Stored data
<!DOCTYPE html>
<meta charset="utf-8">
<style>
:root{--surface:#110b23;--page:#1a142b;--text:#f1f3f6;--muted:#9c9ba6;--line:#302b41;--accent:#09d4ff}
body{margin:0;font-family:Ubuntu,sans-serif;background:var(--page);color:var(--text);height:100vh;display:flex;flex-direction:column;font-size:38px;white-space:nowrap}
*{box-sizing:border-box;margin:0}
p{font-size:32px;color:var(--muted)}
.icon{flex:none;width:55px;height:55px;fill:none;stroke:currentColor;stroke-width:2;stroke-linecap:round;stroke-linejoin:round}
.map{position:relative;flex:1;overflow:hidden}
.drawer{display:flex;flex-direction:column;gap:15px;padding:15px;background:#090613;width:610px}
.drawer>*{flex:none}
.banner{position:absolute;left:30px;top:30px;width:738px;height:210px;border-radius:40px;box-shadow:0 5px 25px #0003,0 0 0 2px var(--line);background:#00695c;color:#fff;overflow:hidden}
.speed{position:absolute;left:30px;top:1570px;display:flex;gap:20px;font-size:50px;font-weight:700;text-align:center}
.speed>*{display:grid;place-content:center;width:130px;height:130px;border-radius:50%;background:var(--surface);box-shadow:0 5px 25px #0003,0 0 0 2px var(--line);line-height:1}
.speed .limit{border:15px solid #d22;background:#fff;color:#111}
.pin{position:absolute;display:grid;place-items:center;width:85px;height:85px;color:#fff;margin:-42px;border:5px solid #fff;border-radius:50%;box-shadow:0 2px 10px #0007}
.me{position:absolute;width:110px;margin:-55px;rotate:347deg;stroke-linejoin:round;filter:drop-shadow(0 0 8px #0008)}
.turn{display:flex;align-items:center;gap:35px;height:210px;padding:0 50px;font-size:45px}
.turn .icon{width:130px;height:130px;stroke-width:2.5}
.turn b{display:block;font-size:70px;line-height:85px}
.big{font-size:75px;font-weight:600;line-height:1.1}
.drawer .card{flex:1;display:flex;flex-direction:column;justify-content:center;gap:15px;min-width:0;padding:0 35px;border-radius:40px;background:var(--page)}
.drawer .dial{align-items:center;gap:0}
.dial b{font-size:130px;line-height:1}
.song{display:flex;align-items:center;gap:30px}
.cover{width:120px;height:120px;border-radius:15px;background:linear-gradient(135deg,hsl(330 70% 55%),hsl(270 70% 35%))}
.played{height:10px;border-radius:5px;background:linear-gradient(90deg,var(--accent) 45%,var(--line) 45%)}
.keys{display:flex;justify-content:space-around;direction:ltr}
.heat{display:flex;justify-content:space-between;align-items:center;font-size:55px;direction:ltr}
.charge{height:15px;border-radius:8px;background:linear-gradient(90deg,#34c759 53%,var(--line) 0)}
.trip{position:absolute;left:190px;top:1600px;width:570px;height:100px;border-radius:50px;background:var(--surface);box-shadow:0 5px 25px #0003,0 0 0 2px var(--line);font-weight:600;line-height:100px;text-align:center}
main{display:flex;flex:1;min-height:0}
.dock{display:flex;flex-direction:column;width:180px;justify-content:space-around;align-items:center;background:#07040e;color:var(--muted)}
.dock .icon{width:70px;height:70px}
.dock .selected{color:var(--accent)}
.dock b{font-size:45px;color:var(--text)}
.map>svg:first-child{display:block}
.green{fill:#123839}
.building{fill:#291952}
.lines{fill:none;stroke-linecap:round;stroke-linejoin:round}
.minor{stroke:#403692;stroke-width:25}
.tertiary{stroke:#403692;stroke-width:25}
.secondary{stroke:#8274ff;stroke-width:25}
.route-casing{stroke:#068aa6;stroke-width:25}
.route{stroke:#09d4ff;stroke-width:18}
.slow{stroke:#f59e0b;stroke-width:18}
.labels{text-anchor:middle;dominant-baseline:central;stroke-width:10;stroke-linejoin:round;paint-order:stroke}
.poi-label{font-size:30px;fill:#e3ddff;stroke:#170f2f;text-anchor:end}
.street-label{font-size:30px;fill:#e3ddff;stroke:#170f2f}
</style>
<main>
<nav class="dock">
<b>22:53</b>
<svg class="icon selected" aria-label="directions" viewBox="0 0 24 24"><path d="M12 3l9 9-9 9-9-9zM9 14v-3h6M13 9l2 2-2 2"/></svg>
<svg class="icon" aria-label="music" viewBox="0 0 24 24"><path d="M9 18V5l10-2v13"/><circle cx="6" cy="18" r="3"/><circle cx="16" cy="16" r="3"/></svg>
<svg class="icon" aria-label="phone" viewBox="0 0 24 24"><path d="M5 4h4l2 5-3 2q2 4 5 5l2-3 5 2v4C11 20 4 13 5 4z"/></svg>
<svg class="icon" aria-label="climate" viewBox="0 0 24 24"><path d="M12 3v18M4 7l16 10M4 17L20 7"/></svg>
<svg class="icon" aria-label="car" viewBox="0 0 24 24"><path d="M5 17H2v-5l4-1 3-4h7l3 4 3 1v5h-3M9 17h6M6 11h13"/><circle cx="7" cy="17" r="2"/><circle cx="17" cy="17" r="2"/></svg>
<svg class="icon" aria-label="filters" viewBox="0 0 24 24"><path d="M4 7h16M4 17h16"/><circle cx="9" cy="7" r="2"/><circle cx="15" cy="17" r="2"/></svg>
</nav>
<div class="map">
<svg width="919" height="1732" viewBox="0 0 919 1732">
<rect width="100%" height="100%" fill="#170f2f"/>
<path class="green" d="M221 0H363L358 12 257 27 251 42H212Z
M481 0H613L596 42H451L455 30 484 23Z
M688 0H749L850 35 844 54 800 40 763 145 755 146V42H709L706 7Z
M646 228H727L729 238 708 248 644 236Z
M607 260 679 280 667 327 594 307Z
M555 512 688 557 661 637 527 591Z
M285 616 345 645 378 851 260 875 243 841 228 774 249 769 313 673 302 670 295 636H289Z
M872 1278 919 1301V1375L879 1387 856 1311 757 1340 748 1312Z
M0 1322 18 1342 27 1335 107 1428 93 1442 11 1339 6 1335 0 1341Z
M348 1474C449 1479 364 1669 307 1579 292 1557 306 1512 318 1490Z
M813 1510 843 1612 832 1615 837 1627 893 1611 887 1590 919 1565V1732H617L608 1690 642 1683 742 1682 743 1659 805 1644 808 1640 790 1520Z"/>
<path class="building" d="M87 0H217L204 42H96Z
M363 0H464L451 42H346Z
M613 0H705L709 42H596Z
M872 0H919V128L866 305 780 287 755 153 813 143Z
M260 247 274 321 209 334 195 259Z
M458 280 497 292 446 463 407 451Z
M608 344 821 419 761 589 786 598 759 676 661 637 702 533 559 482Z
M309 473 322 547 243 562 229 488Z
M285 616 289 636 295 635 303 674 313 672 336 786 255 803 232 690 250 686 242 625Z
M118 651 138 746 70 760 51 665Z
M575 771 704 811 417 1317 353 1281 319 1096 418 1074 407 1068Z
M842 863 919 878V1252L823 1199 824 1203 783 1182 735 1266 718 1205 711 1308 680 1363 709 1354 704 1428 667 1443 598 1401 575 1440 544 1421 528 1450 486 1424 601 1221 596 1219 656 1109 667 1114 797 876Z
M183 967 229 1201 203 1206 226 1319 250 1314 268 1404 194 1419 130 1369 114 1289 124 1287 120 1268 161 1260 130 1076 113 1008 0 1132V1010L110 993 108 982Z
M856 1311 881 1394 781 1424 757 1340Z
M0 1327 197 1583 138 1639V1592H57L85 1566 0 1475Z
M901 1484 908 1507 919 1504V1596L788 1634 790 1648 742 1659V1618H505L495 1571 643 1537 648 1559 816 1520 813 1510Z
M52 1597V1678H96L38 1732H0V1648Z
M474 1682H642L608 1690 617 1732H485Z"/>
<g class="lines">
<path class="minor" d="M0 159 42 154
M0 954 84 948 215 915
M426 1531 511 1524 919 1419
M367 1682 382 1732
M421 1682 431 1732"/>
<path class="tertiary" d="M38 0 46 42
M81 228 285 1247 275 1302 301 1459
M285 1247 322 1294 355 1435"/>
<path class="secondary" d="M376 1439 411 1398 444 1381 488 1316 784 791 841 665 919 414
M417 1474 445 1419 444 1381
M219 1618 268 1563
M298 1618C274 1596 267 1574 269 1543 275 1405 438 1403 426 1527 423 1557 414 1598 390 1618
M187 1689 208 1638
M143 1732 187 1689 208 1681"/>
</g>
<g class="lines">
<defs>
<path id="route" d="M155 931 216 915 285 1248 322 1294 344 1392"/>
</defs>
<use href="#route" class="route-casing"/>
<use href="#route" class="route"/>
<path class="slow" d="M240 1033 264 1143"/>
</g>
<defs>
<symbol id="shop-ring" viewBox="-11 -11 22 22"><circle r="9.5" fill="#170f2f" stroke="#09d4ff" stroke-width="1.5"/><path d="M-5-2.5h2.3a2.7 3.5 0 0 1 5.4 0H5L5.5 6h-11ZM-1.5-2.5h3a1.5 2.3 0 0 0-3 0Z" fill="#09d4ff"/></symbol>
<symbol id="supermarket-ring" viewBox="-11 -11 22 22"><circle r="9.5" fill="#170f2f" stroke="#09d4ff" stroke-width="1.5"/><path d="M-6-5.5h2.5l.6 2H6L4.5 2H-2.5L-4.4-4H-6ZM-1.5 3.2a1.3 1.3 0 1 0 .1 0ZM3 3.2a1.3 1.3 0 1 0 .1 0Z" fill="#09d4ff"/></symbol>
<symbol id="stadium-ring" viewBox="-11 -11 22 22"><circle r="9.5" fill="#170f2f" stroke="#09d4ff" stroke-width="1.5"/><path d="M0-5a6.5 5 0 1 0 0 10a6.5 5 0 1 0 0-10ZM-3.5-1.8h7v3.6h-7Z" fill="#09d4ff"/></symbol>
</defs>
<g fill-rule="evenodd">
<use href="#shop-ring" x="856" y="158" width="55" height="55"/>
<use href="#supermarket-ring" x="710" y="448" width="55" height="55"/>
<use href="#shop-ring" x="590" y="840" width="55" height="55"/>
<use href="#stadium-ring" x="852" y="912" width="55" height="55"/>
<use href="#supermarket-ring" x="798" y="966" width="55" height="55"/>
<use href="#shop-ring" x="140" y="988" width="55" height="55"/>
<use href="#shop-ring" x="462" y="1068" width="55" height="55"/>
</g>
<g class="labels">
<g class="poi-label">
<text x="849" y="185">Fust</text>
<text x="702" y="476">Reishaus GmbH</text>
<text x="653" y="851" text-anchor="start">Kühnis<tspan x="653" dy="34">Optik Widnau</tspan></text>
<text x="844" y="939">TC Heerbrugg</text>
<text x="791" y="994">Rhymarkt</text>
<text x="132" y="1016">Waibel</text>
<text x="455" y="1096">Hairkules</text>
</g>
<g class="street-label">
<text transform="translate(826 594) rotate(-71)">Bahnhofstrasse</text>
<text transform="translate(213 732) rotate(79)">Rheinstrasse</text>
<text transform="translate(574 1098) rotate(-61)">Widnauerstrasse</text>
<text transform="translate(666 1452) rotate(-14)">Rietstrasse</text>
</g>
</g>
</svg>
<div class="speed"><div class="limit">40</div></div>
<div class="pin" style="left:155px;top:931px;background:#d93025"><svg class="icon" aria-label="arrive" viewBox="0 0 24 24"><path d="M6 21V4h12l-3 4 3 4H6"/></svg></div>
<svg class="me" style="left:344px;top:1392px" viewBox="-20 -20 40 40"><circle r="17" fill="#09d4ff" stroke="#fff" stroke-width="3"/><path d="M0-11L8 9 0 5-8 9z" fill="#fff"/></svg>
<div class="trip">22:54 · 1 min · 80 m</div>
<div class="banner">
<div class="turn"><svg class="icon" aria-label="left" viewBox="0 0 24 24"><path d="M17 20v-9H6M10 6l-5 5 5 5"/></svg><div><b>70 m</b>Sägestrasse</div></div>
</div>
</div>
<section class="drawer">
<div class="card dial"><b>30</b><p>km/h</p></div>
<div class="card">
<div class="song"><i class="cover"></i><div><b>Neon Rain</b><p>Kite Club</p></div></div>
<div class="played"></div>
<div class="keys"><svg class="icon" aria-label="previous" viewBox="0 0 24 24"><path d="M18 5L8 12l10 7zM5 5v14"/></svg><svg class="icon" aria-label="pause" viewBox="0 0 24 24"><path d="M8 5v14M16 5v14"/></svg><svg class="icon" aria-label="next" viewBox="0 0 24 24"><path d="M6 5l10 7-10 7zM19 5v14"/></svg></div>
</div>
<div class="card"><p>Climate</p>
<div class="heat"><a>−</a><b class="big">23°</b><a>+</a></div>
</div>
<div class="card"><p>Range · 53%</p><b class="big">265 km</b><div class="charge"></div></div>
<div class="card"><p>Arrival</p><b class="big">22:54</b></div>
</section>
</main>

Work request: Beginning at the line with "3l9 9-9 9-9-9zM9" and ending at the line with "M285 616 345", reproduce each line of the data above exactly, and add no other lines.

Answer to the exercise:
<svg class="icon selected" aria-label="directions" viewBox="0 0 24 24"><path d="M12 3l9 9-9 9-9-9zM9 14v-3h6M13 9l2 2-2 2"/></svg>
<svg class="icon" aria-label="music" viewBox="0 0 24 24"><path d="M9 18V5l10-2v13"/><circle cx="6" cy="18" r="3"/><circle cx="16" cy="16" r="3"/></svg>
<svg class="icon" aria-label="phone" viewBox="0 0 24 24"><path d="M5 4h4l2 5-3 2q2 4 5 5l2-3 5 2v4C11 20 4 13 5 4z"/></svg>
<svg class="icon" aria-label="climate" viewBox="0 0 24 24"><path d="M12 3v18M4 7l16 10M4 17L20 7"/></svg>
<svg class="icon" aria-label="car" viewBox="0 0 24 24"><path d="M5 17H2v-5l4-1 3-4h7l3 4 3 1v5h-3M9 17h6M6 11h13"/><circle cx="7" cy="17" r="2"/><circle cx="17" cy="17" r="2"/></svg>
<svg class="icon" aria-label="filters" viewBox="0 0 24 24"><path d="M4 7h16M4 17h16"/><circle cx="9" cy="7" r="2"/><circle cx="15" cy="17" r="2"/></svg>
</nav>
<div class="map">
<svg width="919" height="1732" viewBox="0 0 919 1732">
<rect width="100%" height="100%" fill="#170f2f"/>
<path class="green" d="M221 0H363L358 12 257 27 251 42H212Z
M481 0H613L596 42H451L455 30 484 23Z
M688 0H749L850 35 844 54 800 40 763 145 755 146V42H709L706 7Z
M646 228H727L729 238 708 248 644 236Z
M607 260 679 280 667 327 594 307Z
M555 512 688 557 661 637 527 591Z
M285 616 345 645 378 851 260 875 243 841 228 774 249 769 313 673 302 670 295 636H289Z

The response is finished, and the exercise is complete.